[Excerpted data Boundary: Start]
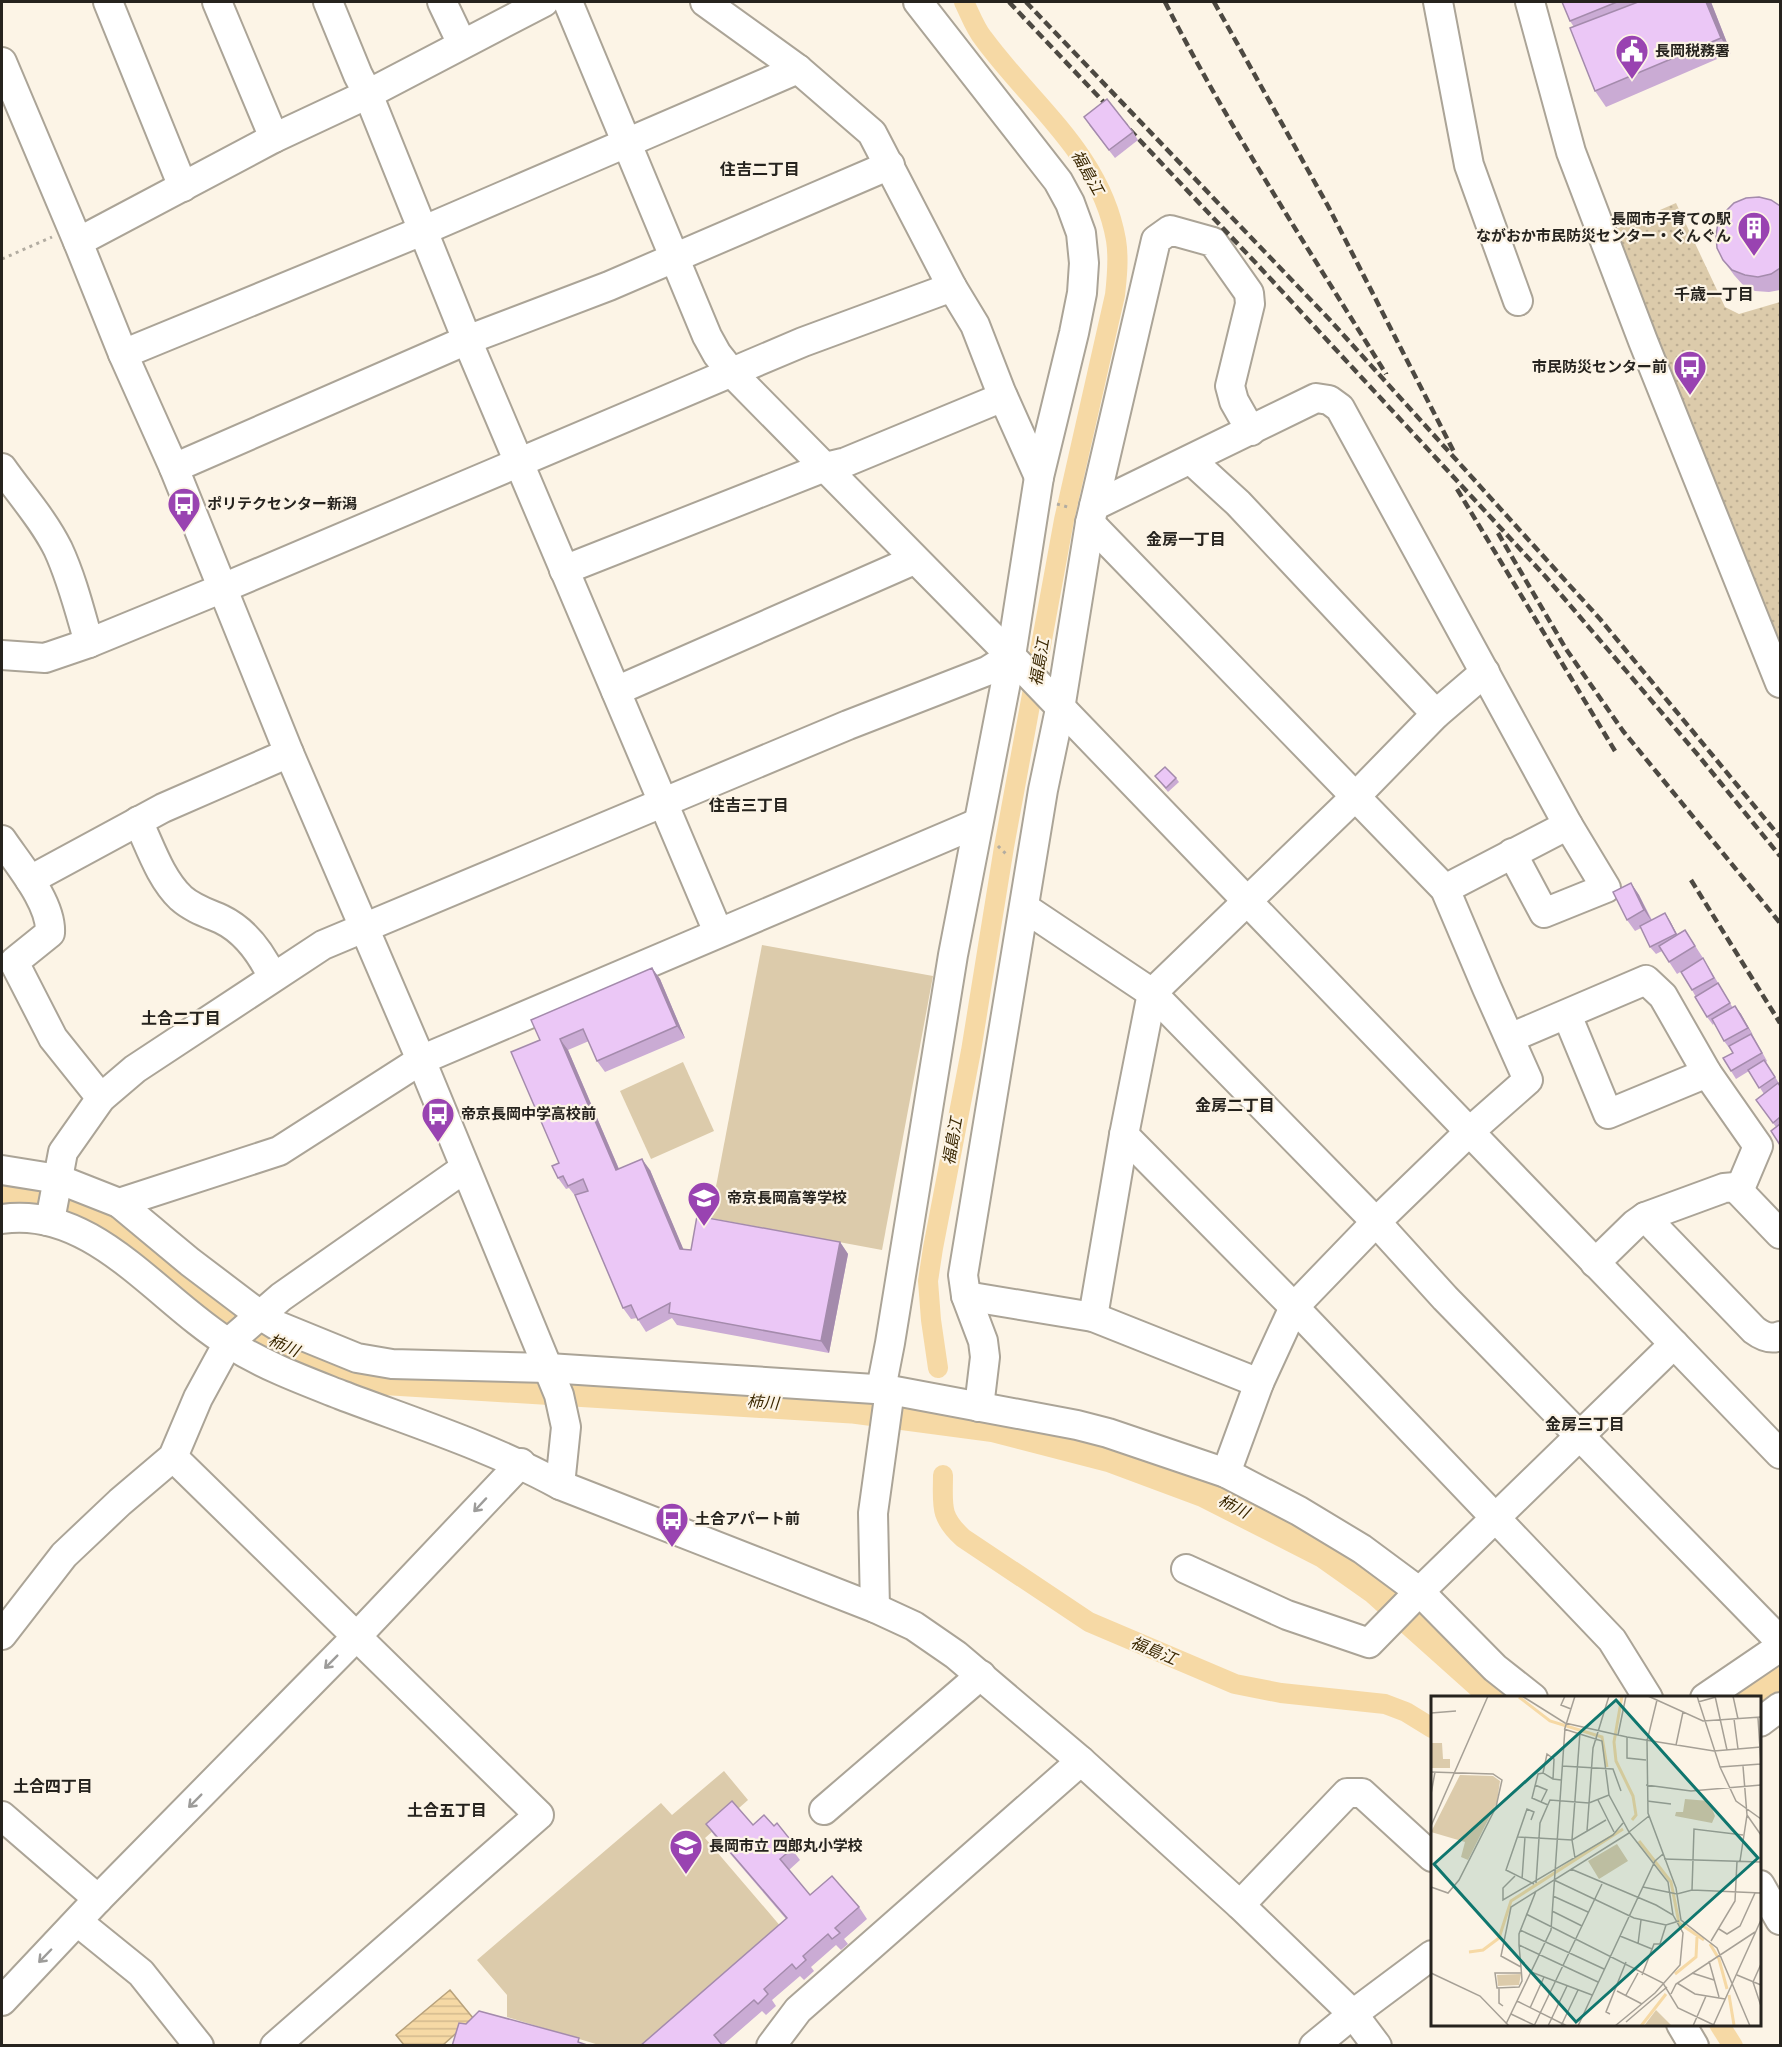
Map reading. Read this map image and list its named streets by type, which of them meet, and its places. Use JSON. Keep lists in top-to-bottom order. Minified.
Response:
{"districts":["住吉二丁目","千歳一丁目","金房一丁目","住吉三丁目","土合二丁目","金房二丁目","金房三丁目","土合四丁目","土合五丁目"],"water":["福島江","柿川"],"places":{"public building":["長岡税務署"],"building":["長岡市子育ての駅 ながおか市民防災センター・ぐんぐん"],"bus stop":["市民防災センター前","ポリテクセンター新潟","帝京長岡中学高校前","土合アパート前"],"school or university":["帝京長岡高等学校","長岡市立 四郎丸小学校"]}}
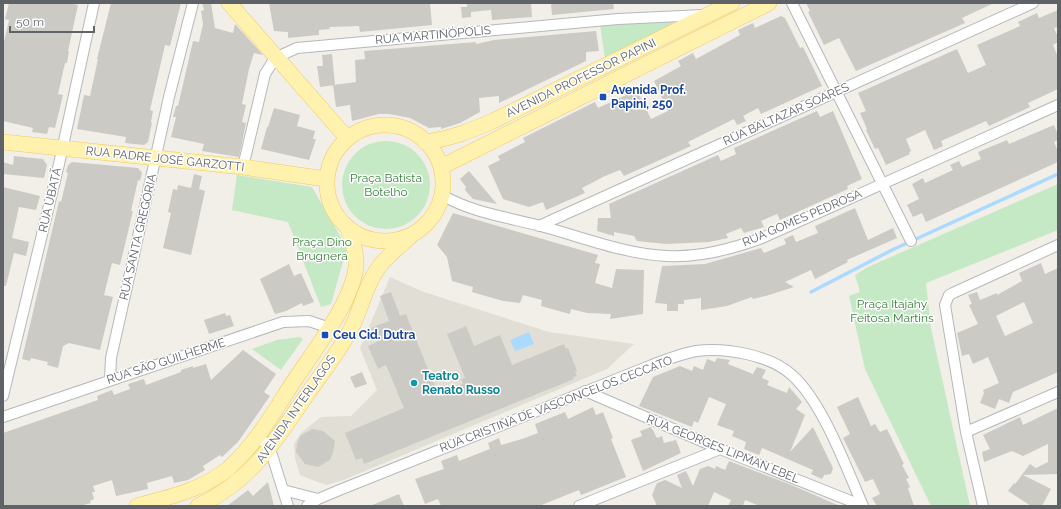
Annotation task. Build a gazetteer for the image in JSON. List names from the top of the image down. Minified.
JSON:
{"streets":{"main road":["AVENIDA PROFESSOR PAPINI","RUA PADRE JOSÉ GARZOTTI","AVENIDA INTERLAGOS"],"street":["RUA MARTINÓPOLIS","RUA BALTAZAR SOARES","RUA UBATÃ","RUA GOMES PEDROSA","RUA SANTA GREGÓRIA","RUA SÃO GUILHERME","RUA CRISTINA DE VASCONCELOS CECCATO","RUA GEORGES LIPMAN EBEL"]},"crossings":[["RUA MARTINÓPOLIS","AVENIDA PROFESSOR PAPINI"],["AVENIDA PROFESSOR PAPINI","RUA PADRE JOSÉ GARZOTTI"],["AVENIDA PROFESSOR PAPINI","RUA GOMES PEDROSA"],["AVENIDA PROFESSOR PAPINI","AVENIDA INTERLAGOS"],["RUA BALTAZAR SOARES","RUA GOMES PEDROSA"],["RUA PADRE JOSÉ GARZOTTI","RUA UBATÃ"],["RUA PADRE JOSÉ GARZOTTI","RUA GOMES PEDROSA"],["RUA PADRE JOSÉ GARZOTTI","RUA SANTA GREGÓRIA"],["RUA PADRE JOSÉ GARZOTTI","AVENIDA INTERLAGOS"],["RUA GOMES PEDROSA","AVENIDA INTERLAGOS"],["RUA SANTA GREGÓRIA","RUA SÃO GUILHERME"],["RUA SÃO GUILHERME","AVENIDA INTERLAGOS"],["RUA CRISTINA DE VASCONCELOS CECCATO","RUA GEORGES LIPMAN EBEL"]],"parks":["Praça Batista Botelho","Praça Dino Brugnera","Praça Itajahy Feitosa Martins"],"places":{"transit":["Avenida Prof. Papini, 250","Ceu Cid. Dutra"],"other":["Teatro Renato Russo"]},"scale_bar":"50 m"}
[Excerpted data Boundary: End]
**Problem statement**: Reproduce each line above that contains "JSON".

**Reply**:
Map reading. Read this map image and list its named streets by type, which of them meet, and its places. Use JSON. Keep lists in top-to-bottom order. Minified.
Annotation task. Build a gazetteer for the image in JSON. List names from the top of the image down. Minified.
JSON:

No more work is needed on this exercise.